Pretty much everything I've read says that hedgies love to eat mealies. I have some mealies mixed in with Shadow's food and keep noticing that the mealies are left untouched. Is this strange? He is just under 4 months. Should I try other insects?


----------



## Puffers315 (Apr 19, 2010)

Its not uncommon, most hedgehogs love mealies but sometimes if they have never had them, they don't know what they're missing. I know a few members around here who have had trouble at first, but once they get a taste for them, there's no stopping them. Are they alive or freeze dried mealies? Sometimes they won't touch the freeze dried ones, alive is the best. I don't really have any tips on how to get them to eat them though, Shaelikestostitos is one member who's probably got tips, I remember she had trouble getting her guy to eat them at first.


----------



## LarryT (May 12, 2009)

If you are using live ones try cutting one into and see if that helps.


----------



## Nancy (Aug 22, 2008)

Some babies, adults too, are very picky about what they will try. You can cut mealie in two and squeeze the juice onto his lips to give him a taste. Yep, it's gross but it often works. :lol: 

If he is resistant, just keep trying every so often. Often it takes repeated tries for them to catch on. Of course there are some that simply do not like bugs. :lol:


----------



## PJM (May 7, 2010)

My Cholla wouldn't even try one. But Shae mentioned leaving one in the food bowl overnight. Next day, it was gone. Now he will run over me just fo a taste! :lol:


----------



## RalphsMum (Oct 14, 2010)

Ralph won't eat them either...though it is a while snce we last tried him with them.
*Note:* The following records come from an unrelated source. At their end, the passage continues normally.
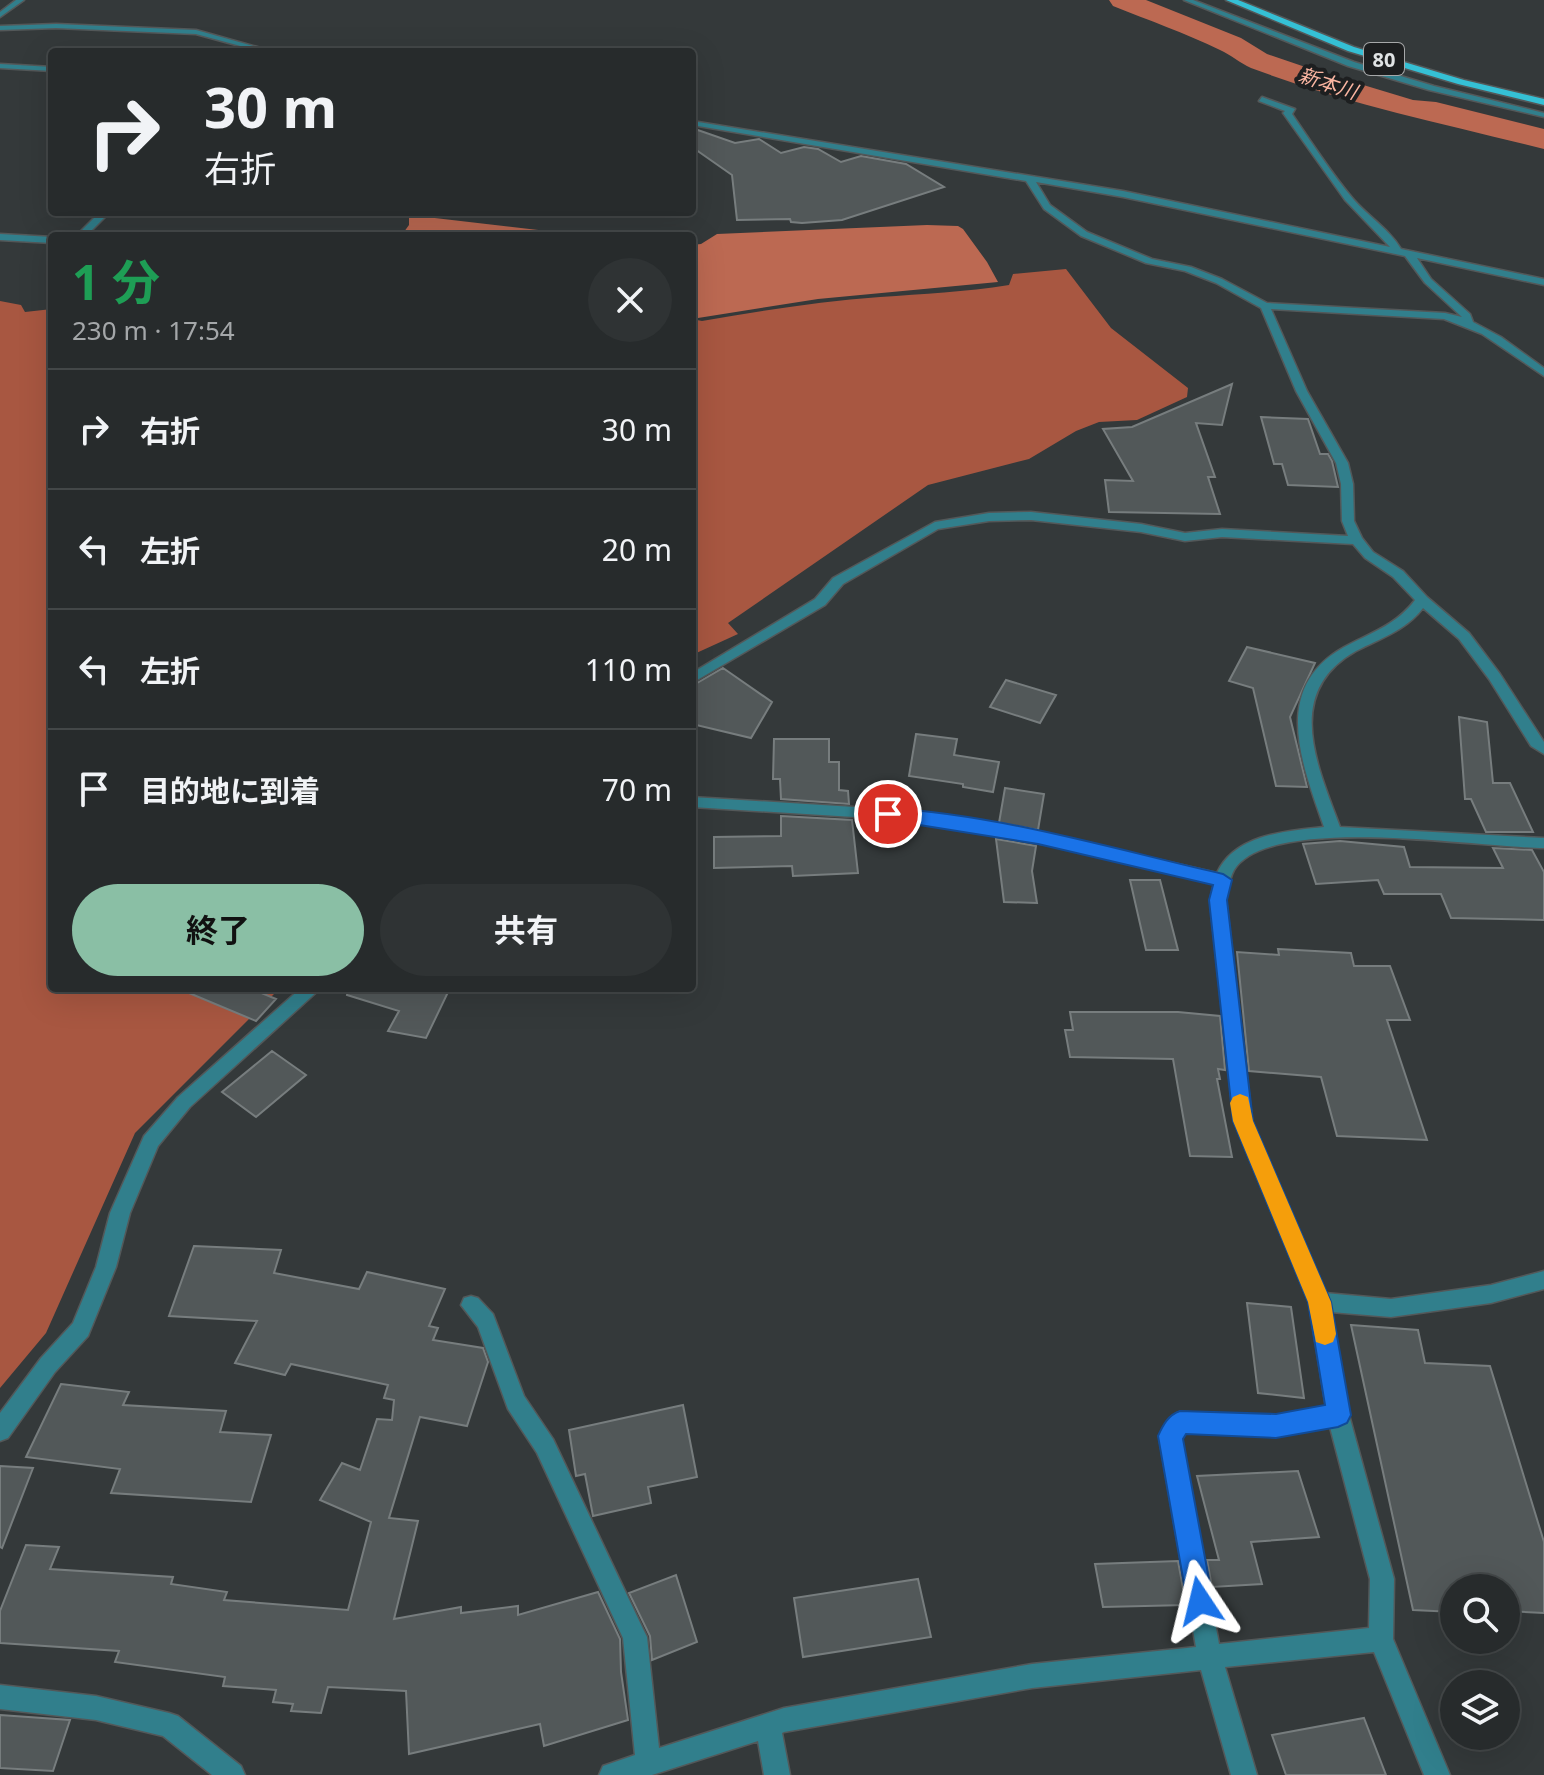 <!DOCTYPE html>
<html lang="ja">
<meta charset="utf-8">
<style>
:root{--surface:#272b2c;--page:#2f3334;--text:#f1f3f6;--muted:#a4a7a9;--line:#434748;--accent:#8abfa5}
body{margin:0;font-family:"Noto Sans","Noto Sans JP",sans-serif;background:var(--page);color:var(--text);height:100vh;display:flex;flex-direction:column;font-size:30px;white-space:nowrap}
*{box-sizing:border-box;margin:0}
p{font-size:26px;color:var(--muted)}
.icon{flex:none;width:44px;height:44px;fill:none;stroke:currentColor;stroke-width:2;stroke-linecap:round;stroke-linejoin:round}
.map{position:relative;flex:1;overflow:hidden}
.side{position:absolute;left:48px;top:232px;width:648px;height:760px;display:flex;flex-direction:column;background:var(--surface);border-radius:8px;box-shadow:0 8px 32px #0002,0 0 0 2px var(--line)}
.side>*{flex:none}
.top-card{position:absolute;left:48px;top:48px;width:648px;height:168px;border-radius:8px;box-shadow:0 8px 32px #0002,0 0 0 2px var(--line);background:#272b2c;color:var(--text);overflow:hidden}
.buttons{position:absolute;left:1440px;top:1574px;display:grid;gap:16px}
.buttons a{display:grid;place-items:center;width:80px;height:80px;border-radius:50%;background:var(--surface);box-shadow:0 8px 32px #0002,0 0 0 2px var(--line);font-size:40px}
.pin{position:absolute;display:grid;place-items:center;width:68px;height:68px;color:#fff;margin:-34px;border:4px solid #fff;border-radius:50%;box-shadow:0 2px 8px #0007}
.me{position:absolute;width:88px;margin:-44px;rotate:350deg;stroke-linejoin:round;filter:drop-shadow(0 0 6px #0008)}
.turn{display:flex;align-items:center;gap:28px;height:168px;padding:0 24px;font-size:36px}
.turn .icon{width:104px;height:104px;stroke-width:2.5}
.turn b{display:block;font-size:56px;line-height:68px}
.round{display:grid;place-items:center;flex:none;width:84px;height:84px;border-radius:42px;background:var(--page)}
.headline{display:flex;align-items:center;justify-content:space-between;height:136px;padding:0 24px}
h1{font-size:48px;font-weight:700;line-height:60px;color:#1e9e55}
.button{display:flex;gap:16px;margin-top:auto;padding:16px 24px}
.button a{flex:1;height:92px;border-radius:48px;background:var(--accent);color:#111;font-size:32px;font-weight:700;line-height:92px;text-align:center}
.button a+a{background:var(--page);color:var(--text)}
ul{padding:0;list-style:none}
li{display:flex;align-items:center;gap:24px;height:120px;padding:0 24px;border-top:2px solid var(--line)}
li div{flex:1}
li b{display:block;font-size:30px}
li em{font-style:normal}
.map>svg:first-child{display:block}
.forest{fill:#a85741}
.water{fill:#bc6952}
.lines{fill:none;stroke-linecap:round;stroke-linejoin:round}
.river{fill:#bc6952;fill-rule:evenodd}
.building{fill:#525859;stroke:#777d7e;stroke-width:2}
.minor-casing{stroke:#535859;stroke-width:3}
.primary-casing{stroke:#535859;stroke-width:3}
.minor{fill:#317f8c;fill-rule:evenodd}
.primary{fill:#35c0d5;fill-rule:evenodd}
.route{fill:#1a73e8;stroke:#114b97;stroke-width:2}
.slow{fill:#f59e0b}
.labels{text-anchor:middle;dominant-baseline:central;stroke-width:8;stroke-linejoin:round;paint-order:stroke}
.shield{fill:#1d1f20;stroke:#a6a8a9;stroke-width:2}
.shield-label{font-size:20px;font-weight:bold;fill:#e0e3e4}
.far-water-label{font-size:20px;font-style:italic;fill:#fbb6a2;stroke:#1d1f20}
</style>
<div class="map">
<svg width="1544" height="1775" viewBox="0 0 1544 1775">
<rect width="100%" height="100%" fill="#34393a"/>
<path class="forest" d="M1066 269 1111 328 1188 388 1187 397 1137 420 1099 422 1076 431 1029 459 928 485 728 623 738 634 692 655V319L702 321C761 311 820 301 880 297 923 294 965 292 1009 285L1013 274Z
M0 301 21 305 25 312 52 309V988H280L135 1133 46 1333 0 1388Z"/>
<path class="water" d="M409 215 590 236H401L409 225Z
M927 225 958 226 963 229 987 262 998 282 818 299 698 318 692 316V245L701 244 717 234Z"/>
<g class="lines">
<path class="river" d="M1109 0H1146L1241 38 1267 54 1317 71 1413 100 1436 102 1544 129V149C1445 124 1347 104 1251 68 1240 63 1231 55 1220 50 1185 33 1148 20 1113 6Z"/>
</g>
<path class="building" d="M692 128 735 143 759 139 781 153 804 147 818 149 841 162 861 156 906 164 944 187 842 220 802 223 791 222 790 219 737 220 732 175 692 147Z
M1232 384 1222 425 1196 423 1215 477H1208L1220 514 1109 512 1105 480 1133 481 1103 429 1132 427Z
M1261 417 1308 419 1320 454H1328L1332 461 1338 487 1288 485 1282 464H1274Z
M1247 647 1315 663 1290 717 1307 787 1276 786 1253 688 1229 681Z
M723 668 772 702 751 738 692 724V686Z
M1006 680 1056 695 1040 723 990 707Z
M1459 717 1487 722 1493 783H1510L1533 832H1486L1471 799H1465Z
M916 734 957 739 954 755 999 762 993 792 963 787V784L909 776Z
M774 739H829V762H839V790L848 791 849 804 781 799 780 779H773Z
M1005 788 1044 794 1038 830 999 823Z
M781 816 852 820 858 873 793 876 792 866 714 868V837L781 836Z
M996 839 1036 846 1032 871 1037 903 1004 902Z
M1340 841 1404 847 1410 867 1503 868 1493 848 1532 850 1544 872V920L1451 918 1441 894H1384L1378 880 1316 884 1303 844Z
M1130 880H1160L1178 950H1146Z
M1278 949 1351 953 1354 966H1390L1410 1020H1387L1427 1140 1337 1136 1321 1077 1249 1071 1237 952 1279 955Z
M177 988H249L276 999 256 1021Z
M348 988H450L426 1038 388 1031 399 1011 347 995Z
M1070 1012H1178L1220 1016 1225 1070 1218 1069 1220 1079H1217L1232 1157 1190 1156 1173 1059 1070 1057 1065 1030H1073Z
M272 1051 306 1075 256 1117 222 1092Z
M194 1246 281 1250 274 1273 359 1289 367 1272 445 1289 429 1326 438 1328 433 1340 483 1348 488 1362 467 1426 420 1417 389 1518 418 1521 394 1619 461 1607V1613L518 1606V1615L598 1592 620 1639 621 1672 628 1720 544 1746 540 1724 409 1754 406 1691 328 1687 321 1713 291 1711 293 1704 273 1702 276 1690 223 1686 225 1677 115 1662 119 1651 0 1643V1611L26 1545 59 1547 50 1569 173 1577 171 1584 227 1592 224 1600 348 1610 371 1522 320 1500 342 1463 360 1470 377 1419 392 1420 394 1400 384 1398 388 1385 291 1364 285 1375 235 1363 257 1321 169 1316Z
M1247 1303 1291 1307 1304 1398 1258 1393Z
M1351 1325 1418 1330 1425 1363 1490 1366 1544 1542V1613L1506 1611V1588H1454V1612L1413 1610Z
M61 1384 129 1392 123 1405 226 1411 220 1432 271 1435 251 1502 111 1493 120 1469 26 1457Z
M683 1405 697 1477 648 1487 651 1503 593 1516 585 1474 576 1476 569 1430Z
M0 1466 33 1468 2 1548 0 1547Z
M1298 1471 1319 1537 1251 1542 1262 1584 1212 1587 1207 1560H1219L1197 1476Z
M1178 1561 1186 1605 1103 1607 1095 1564Z
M676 1575 697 1642 652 1660 650 1636 629 1593Z
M918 1579 931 1637 803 1657 794 1598Z
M0 1715 70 1720 53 1771 0 1768Z
M1364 1718 1386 1775H1286L1272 1735Z"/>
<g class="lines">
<g class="minor-casing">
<path id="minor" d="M16 0H24L0 17V12Z
M1184 0H1193L1354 62 1434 86 1544 113V117L1429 90 1348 66Z
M56 24 196 30 275 52H262L196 34 56 28 0 30V26Z
M0 64 52 67V71L0 68Z
M1262 97 1295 109 1292 114C1312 143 1331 173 1354 200 1369 217 1389 229 1401 249L1544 279V285L1417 258 1431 279 1470 314 1473 322 1501 337 1544 368V376L1482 334 1444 319 1271 309 1307 391 1348 463 1353 484 1354 521 1362 538 1373 552 1403 571 1427 597 1469 633 1500 674 1544 742V754L1531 746 1489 679 1459 639 1423 608C1405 631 1381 638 1356 651 1283 692 1317 765 1340 827L1544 838V848C1481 848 1269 813 1234 870 1229 879 1228 891 1226 900L1252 1121 1325 1293 1391 1299 1491 1285 1544 1271V1289L1491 1303 1391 1317 1331 1312 1349 1415 1394 1579 1393 1639 1450 1775H1424L1374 1652 1225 1667 1257 1775H1231L1201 1670 1032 1688 784 1732 782 1733 790 1775H764L758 1741 652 1775H599L603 1766 635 1755 623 1638 537 1453 508 1409 478 1327 461 1305 464 1298 471 1296 478 1298 493 1314 524 1396 553 1439 643 1629 647 1637 659 1748 784 1708 1032 1664 1196 1647 1159 1436C1164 1425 1169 1416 1180 1412L1276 1416 1326 1407 1309 1302 1234 1121 1210 900 1214 884 1063 848 918 821 692 807V797L918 811 1063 838 1217 873C1235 834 1287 831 1324 827 1301 761 1269 684 1350 644 1374 632 1398 623 1415 600L1393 577 1365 558 1353 544 1222 537 1185 541 1141 532 1031 520 989 521 938 529 843 584 825 605 692 683V673L815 599 833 578 935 522 989 513 1031 512 1141 524 1185 533 1222 529 1348 536 1342 521 1341 484 1336 463 1296 391 1261 308 1216 283 1185 271 1146 263 1081 236 1044 209 1026 181 692 125V121L1123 191 1390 247 1345 200 1283 113 1285 111 1259 101ZM1036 182 1123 197 1405 256 1425 283 1462 317 1445 313 1267 303 1222 279 1191 267 1152 259 1087 232 1050 205ZM1330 1427 1370 1579 1369 1628 1219 1644 1181 1438 1185 1433 1276 1436Z
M100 212H110L86 236H76Z
M346 212H396L391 215H351Z
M0 234 52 237V243L0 240Z
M301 988H321L190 1107 158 1146 130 1213 116 1267 88 1336 55 1372 8 1438 0 1441V1413L41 1358 73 1323 96 1267 110 1213 144 1136 178 1097Z
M0 1685 96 1696 169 1713 178 1716 241 1766 245 1775H212L163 1736 96 1720 0 1709Z"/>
</g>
<g class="primary-casing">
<path id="primary" d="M1226 0H1238L1354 47 1464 80 1544 99V105L1458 84 1348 51Z"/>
</g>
<use href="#minor" class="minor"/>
<use href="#primary" class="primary"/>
</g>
<path class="route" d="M888 808C1001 815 1114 849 1223 874L1232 880 1227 900 1253 1121 1331 1302 1351 1415 1347 1423 1338 1427 1276 1438 1186 1434 1183 1439 1213 1601 1209 1611 1200 1614 1191 1611 1187 1601 1158 1436C1163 1425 1168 1415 1180 1411L1276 1414 1325 1405 1308 1302 1233 1121 1209 900 1213 885 1038 844 882 819 880 814Z"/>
<path class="slow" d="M1240 1094 1248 1097 1253 1121 1331 1302 1336 1334 1333 1342 1325 1345 1316 1342 1308 1302 1233 1121 1230 1103 1233 1097Z"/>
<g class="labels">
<rect class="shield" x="1364" y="43" width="40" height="32" rx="6"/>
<g class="shield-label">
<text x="1384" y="59">80</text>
</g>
<g class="far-water-label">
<text transform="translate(1328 83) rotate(18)">新本川</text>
</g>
</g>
</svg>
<div class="buttons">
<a><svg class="icon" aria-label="search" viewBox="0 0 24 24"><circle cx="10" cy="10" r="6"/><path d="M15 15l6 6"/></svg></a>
<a><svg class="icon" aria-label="layers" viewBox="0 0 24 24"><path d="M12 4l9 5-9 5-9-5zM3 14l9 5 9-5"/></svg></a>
</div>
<div class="pin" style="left:888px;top:814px;background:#d93025"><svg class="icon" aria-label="arrive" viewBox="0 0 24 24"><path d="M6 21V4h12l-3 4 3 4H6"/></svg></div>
<svg class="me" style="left:1200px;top:1601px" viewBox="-20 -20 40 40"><path d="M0-17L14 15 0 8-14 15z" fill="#1a73e8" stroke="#fff" stroke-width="4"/></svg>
<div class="top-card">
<div class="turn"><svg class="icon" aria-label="right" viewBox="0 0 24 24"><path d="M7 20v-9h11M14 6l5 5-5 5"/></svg><div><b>30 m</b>右折</div></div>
</div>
<section class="side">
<div class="headline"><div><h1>1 分</h1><p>230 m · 17:54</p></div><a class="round"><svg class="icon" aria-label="close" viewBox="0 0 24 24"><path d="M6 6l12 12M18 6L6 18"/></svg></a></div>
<ul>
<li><svg class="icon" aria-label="right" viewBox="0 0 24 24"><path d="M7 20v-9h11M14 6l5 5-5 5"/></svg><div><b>右折</b></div><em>30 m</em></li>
<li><svg class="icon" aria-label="left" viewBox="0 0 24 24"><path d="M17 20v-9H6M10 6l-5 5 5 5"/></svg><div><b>左折</b></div><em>20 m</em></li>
<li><svg class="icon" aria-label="left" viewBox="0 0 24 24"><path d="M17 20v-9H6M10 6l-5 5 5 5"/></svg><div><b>左折</b></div><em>110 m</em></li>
<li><svg class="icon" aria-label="arrive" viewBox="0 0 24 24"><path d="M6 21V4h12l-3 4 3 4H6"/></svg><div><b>目的地に到着</b></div><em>70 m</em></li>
</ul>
<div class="button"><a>終了</a><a>共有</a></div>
</section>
</div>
We have discovered that he will eat cooked ground beef....he is crazy about it...so much so, it's the only thing we have actually been able to watch him eat! He's kinda shy otherwise; so maybe what PJM said about leaving one in his bowl overnight...that might work


----------



## fracturedcircle (May 31, 2010)

Harvey and Lancik refuse to eat mealies too. they're cricket hogs.


----------



## Nell (Aug 26, 2010)

Seeing this kind of posts makes me feel rather lucky.
Ziggy is, quite frankly, a piggy. there's nothing he won't eat. He stampedes over me for mealworms and switching food was easy as pie.


----------



## PJM (May 7, 2010)

Nell said:


> He stampedes over me for mealworms .


 :lol: Cute visual.


----------



## RWatkins (Oct 26, 2010)

Snooki isn't to crazy about freeze dried mealies either. We bought a big thing of Fluker's Meal worms and she has eaten like 2. I put one in her bowl over night ever now and then, but she doesn't touch it. I havn't tried a live one yet, I don't know if Pets Mart carries them like that. She has been absolutely CRAZY about her Blue Buffalo though. Last night I filled up her dish and pulled out a few BB kibbles to put in her bowl. Then I was playing with her before I went to bed and I guess she smelled the blue buffalo because she latched on to my finger something fierce and would not let go


----------



## Needlenose (Sep 17, 2010)

Widget never cared for mealies. Dead, frozen, live, juicy, didn't matter, won't touch them. He loves his crickets. Dead, live, frozen, freeze dried, juicy, crunchy doesn't matter, he nomz them down. :mrgreen:


----------